(Stored data entries)
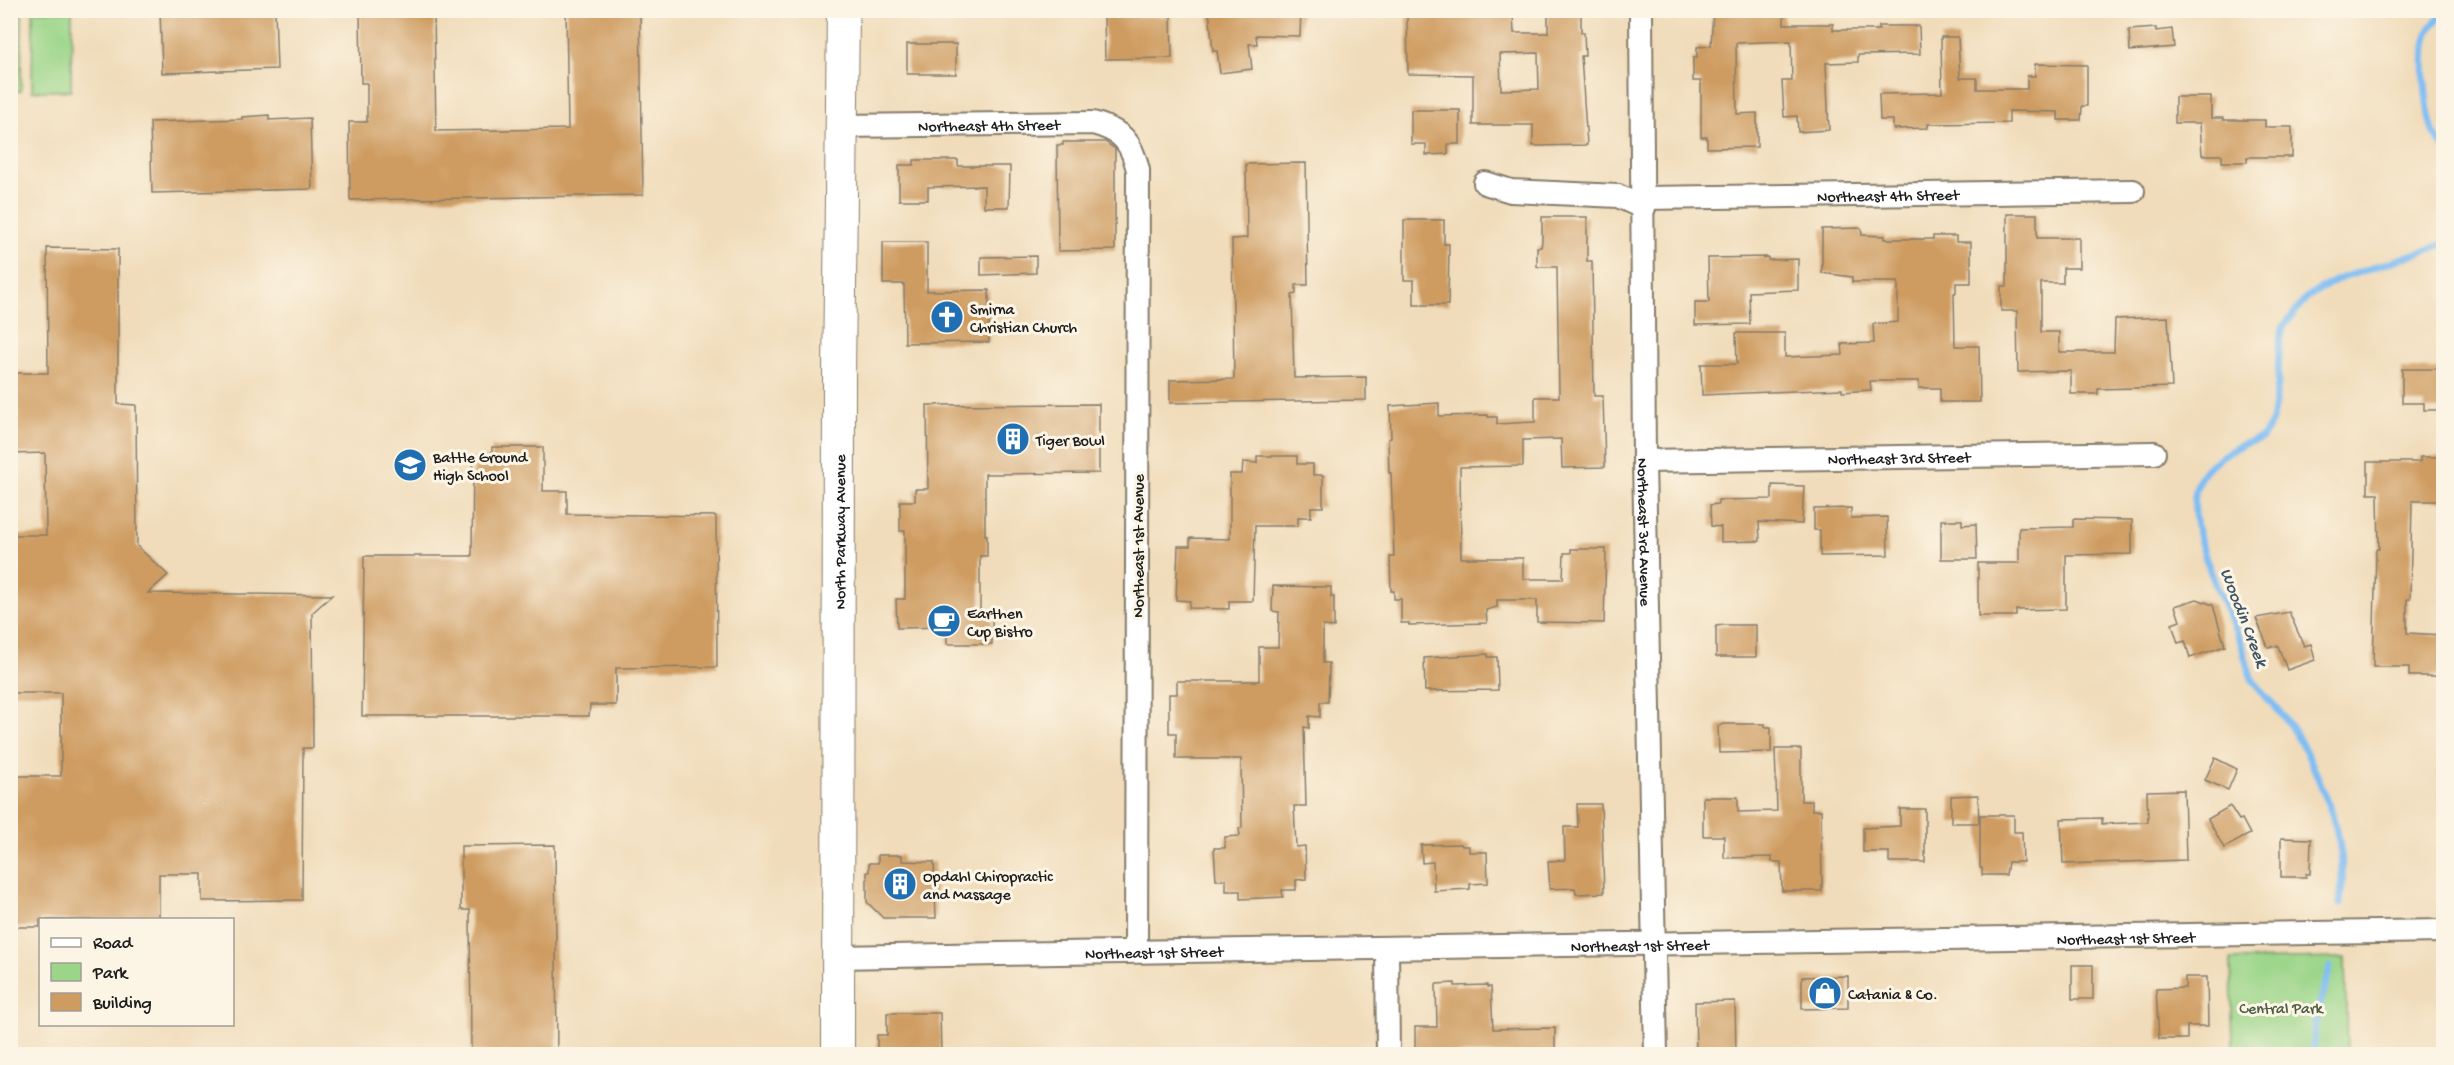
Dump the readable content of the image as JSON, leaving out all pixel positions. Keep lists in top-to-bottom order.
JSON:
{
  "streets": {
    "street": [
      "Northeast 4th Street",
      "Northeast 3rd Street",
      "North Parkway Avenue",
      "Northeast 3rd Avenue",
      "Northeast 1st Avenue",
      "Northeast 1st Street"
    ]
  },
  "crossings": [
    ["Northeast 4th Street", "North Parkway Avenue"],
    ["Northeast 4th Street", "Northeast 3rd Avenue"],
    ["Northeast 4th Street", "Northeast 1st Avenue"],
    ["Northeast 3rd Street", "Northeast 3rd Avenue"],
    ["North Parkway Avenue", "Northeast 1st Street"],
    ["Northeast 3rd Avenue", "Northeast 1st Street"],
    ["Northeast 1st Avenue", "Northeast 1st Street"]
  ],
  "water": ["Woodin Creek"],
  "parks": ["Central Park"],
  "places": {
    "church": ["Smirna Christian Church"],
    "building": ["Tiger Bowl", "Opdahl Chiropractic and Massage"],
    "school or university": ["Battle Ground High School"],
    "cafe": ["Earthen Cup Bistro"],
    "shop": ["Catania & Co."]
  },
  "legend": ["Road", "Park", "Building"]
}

▸ **Exercise goal**:
Write out each entry exactly as given, but skip the pictures.

▸ **Task solution**:
Dump the readable content of the image as JSON, leaving out all pixel positions. Keep lists in top-to-bottom order.
JSON:
{
  "streets": {
    "street": [
      "Northeast 4th Street",
      "Northeast 3rd Street",
      "North Parkway Avenue",
      "Northeast 3rd Avenue",
      "Northeast 1st Avenue",
      "Northeast 1st Street"
    ]
  },
  "crossings": [
    ["Northeast 4th Street", "North Parkway Avenue"],
    ["Northeast 4th Street", "Northeast 3rd Avenue"],
    ["Northeast 4th Street", "Northeast 1st Avenue"],
    ["Northeast 3rd Street", "Northeast 3rd Avenue"],
    ["North Parkway Avenue", "Northeast 1st Street"],
    ["Northeast 3rd Avenue", "Northeast 1st Street"],
    ["Northeast 1st Avenue", "Northeast 1st Street"]
  ],
  "water": ["Woodin Creek"],
  "parks": ["Central Park"],
  "places": {
    "church": ["Smirna Christian Church"],
    "building": ["Tiger Bowl", "Opdahl Chiropractic and Massage"],
    "school or university": ["Battle Ground High School"],
    "cafe": ["Earthen Cup Bistro"],
    "shop": ["Catania & Co."]
  },
  "legend": ["Road", "Park", "Building"]
}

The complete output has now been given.